"A la Tunisienne"
Nous sommes à Paris, en 1972. Avec des camarades étudiants hébergés à la résidence universitaire de Monsigny (Opéra), nous étions allés demander au Ministre des Affaires Etrangères, de passage dans la capitale française, des éclaircissements quant à l’éviction brutale du directeur de notre foyer. L’auguste personnage daigna nous recevoir dans les locaux de l’Ambassade, rue Barbet-de-Jouy, nous écouta disserter avec agacement sur le nécessaire respect des formes et des êtres. Il finit par nous apostropher vertement, en clôturant d’une réplique qui s’est voulue cinglante, un vif échange verbal sur la justesse et la légalité du limogeage en question.
Pour dire vrai, notre directeur n’avait rien à se reprocher et n’avait pas à son passif la moindre faute professionnelle. Mais il avait commis, selon le seul avis de nos dirigeants d’alors, le crime impardonnable de se ranger parmi ceux qui se sont exprimés pour plus de démocratie au sein du Parti au pouvoir. De cela, notre imposant aîné n’en avait cure. Aussi nous toisa-t-il du regard à la fin de l’entretien et nous lança-t-il comme par défi: « quand vous serez Ministre, vous ferez ce que vous voudrez, et puis, il faut régler cette affaire à la tunisienne».
Dire que je n’avais pas trop aimé à l’époque ce que mon aîné sous-entendait exactement par régler une affaire « à la tunisienne », c’est peu dire, et j’aime encore moins ce que l’expression est devenue dans la bouche de beaucoup.
En effet, dans le meilleur des cas, « à la tunisienne » peut vouloir dire : en douceur, avec diplomatie. L’expression peut alors être prise pour un compliment, un caractère positif commun en quelque sorte. Cela ne doit pas pour autant signifier que nous, tunisiens, soyons «autorisés» à accaparer pour notre seul bénéfice toute la douceur et toute la diplomatie existant sur terre ni à croire que nous représentons le « must » en la matière. Les étrangers restent en tout cas médusés devant une si grande ou une si candide « prétention ».
Il faut dire que pour la plupart d’entre nous, tout se passe comme si Français, Américains, Nippons ou Russes n’étaient pas ou pas assez doux et diplomates, ou comme si nous étions, nous, bien plus policés et autrement plus adroits que tous ces « ploucs » réunis.

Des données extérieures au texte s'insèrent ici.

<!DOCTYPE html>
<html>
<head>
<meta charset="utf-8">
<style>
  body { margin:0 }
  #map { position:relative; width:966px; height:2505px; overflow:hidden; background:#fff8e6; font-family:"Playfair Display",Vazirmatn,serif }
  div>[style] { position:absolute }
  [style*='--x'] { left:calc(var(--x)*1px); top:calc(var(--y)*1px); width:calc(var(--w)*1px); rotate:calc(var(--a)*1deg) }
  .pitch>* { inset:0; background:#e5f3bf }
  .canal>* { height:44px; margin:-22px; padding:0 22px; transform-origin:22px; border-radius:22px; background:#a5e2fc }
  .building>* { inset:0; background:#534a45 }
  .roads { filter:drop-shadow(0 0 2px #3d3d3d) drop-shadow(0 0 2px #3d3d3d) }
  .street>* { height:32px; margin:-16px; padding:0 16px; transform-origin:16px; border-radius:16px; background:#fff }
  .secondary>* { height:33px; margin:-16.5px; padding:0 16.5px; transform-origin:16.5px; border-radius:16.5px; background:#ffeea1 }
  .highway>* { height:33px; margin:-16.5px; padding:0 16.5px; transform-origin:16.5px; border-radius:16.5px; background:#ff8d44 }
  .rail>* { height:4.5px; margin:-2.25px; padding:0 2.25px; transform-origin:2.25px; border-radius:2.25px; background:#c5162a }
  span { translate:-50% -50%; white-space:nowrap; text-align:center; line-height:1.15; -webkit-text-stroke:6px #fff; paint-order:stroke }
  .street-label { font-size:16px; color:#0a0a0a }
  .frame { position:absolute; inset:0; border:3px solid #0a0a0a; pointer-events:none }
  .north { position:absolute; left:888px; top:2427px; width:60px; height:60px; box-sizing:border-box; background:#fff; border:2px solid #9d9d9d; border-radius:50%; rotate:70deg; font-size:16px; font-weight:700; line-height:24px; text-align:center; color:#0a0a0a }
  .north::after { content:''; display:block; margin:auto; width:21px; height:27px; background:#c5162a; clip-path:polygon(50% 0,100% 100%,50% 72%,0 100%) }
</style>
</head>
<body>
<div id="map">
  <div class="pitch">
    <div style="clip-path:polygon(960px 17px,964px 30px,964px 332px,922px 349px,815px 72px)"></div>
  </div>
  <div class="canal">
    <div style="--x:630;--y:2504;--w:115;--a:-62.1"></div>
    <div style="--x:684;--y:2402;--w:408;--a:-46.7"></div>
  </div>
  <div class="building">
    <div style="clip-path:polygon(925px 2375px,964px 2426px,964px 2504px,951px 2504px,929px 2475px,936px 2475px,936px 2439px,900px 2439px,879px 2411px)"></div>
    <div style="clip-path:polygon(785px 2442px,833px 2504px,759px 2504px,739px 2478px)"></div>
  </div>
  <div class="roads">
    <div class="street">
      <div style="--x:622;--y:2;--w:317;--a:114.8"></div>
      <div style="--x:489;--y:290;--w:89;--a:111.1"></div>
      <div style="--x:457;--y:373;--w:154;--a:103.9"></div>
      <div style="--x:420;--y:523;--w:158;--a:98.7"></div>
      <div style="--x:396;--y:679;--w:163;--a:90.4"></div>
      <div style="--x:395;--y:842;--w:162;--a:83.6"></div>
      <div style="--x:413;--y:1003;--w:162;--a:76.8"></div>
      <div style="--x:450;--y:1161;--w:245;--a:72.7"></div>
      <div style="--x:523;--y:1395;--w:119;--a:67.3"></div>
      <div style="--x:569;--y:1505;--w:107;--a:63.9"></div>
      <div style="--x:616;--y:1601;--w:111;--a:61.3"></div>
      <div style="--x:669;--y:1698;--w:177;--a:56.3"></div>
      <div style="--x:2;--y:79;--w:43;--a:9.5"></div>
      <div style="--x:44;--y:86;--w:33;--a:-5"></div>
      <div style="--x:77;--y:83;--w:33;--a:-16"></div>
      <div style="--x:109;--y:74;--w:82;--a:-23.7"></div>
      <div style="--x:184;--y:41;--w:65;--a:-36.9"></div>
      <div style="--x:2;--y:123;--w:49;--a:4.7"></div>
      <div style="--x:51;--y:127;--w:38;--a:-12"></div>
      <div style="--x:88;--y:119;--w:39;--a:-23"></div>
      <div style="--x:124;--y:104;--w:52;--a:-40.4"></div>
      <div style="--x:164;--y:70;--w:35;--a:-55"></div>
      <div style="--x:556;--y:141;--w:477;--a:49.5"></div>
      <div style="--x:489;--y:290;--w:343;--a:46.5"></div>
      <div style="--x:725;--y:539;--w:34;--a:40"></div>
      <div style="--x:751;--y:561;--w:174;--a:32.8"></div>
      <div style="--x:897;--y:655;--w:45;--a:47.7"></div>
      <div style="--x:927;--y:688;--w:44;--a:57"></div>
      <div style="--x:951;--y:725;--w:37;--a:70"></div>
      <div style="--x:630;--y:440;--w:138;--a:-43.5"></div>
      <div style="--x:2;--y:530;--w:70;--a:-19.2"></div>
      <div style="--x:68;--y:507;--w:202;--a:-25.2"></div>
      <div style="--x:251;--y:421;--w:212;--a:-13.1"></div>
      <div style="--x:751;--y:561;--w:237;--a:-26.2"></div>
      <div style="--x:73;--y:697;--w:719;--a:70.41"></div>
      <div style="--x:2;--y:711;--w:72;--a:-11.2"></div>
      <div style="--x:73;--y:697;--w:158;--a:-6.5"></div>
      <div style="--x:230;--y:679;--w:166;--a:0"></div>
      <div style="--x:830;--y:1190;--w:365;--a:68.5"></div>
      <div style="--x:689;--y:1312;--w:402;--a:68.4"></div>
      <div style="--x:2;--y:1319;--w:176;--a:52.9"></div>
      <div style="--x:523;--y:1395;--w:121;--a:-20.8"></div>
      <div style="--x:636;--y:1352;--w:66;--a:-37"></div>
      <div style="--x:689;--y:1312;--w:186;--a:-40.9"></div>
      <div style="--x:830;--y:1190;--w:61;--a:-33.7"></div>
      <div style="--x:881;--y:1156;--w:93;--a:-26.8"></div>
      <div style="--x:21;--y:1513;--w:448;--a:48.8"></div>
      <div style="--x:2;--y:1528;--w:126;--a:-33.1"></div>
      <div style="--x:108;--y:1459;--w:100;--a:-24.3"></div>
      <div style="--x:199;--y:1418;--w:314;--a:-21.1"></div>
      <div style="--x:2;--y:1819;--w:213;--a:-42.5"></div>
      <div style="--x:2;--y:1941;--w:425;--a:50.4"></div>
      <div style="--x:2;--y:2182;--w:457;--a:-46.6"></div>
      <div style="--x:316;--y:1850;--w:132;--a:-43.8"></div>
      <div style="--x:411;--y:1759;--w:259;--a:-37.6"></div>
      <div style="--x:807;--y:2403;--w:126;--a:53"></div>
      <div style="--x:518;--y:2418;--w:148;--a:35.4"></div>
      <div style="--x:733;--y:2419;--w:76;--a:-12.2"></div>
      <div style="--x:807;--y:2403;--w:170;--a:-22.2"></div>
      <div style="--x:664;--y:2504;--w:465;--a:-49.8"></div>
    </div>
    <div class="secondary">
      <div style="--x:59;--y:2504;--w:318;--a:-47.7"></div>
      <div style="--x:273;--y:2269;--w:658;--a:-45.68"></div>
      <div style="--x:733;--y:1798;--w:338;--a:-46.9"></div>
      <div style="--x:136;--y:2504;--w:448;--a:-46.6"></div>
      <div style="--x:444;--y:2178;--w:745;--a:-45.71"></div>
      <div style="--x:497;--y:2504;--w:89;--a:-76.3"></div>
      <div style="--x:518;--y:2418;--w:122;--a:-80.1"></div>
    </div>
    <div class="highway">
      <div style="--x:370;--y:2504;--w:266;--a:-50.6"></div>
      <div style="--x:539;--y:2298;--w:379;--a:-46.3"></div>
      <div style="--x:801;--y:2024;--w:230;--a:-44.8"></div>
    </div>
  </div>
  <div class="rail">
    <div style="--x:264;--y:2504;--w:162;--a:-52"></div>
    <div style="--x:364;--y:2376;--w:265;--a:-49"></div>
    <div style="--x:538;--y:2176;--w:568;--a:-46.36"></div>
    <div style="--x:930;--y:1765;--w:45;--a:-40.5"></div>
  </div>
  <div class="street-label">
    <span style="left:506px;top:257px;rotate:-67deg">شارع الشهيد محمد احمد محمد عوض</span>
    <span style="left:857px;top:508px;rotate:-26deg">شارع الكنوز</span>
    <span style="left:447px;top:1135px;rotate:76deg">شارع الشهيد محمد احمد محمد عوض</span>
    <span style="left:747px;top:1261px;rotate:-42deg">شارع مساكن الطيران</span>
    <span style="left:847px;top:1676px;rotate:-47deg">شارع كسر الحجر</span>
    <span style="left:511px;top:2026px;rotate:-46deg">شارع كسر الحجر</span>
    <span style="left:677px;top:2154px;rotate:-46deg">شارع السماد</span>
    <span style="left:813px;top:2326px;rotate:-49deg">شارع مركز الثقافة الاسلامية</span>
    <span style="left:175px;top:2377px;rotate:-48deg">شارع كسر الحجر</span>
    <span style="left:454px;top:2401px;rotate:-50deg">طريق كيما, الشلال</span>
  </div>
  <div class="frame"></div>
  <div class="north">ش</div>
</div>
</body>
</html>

Evidemment, je me suis efforcé ici de ne pas évoquer le jugement souvent négatif de certains de nos détracteurs afin de ne pas froisser ou de brouiller les pistes, mais en fait et pour certains d’entre eux, le « à la tunisienne » dont il s’agit ici peut tout aussi bien sonner comme une critique acerbe ou comme la compilation d’idées reçues, formidablement négatives, à l’exemple de l’inconstance ou de la mollesse. On conviendra donc que dans ce contexte, l’expression « à la tunisienne » n’aurait rien de spécialement glorifiant, contrairement à ce que pourraient laisser croire certaines exégèses trop nombrilistes.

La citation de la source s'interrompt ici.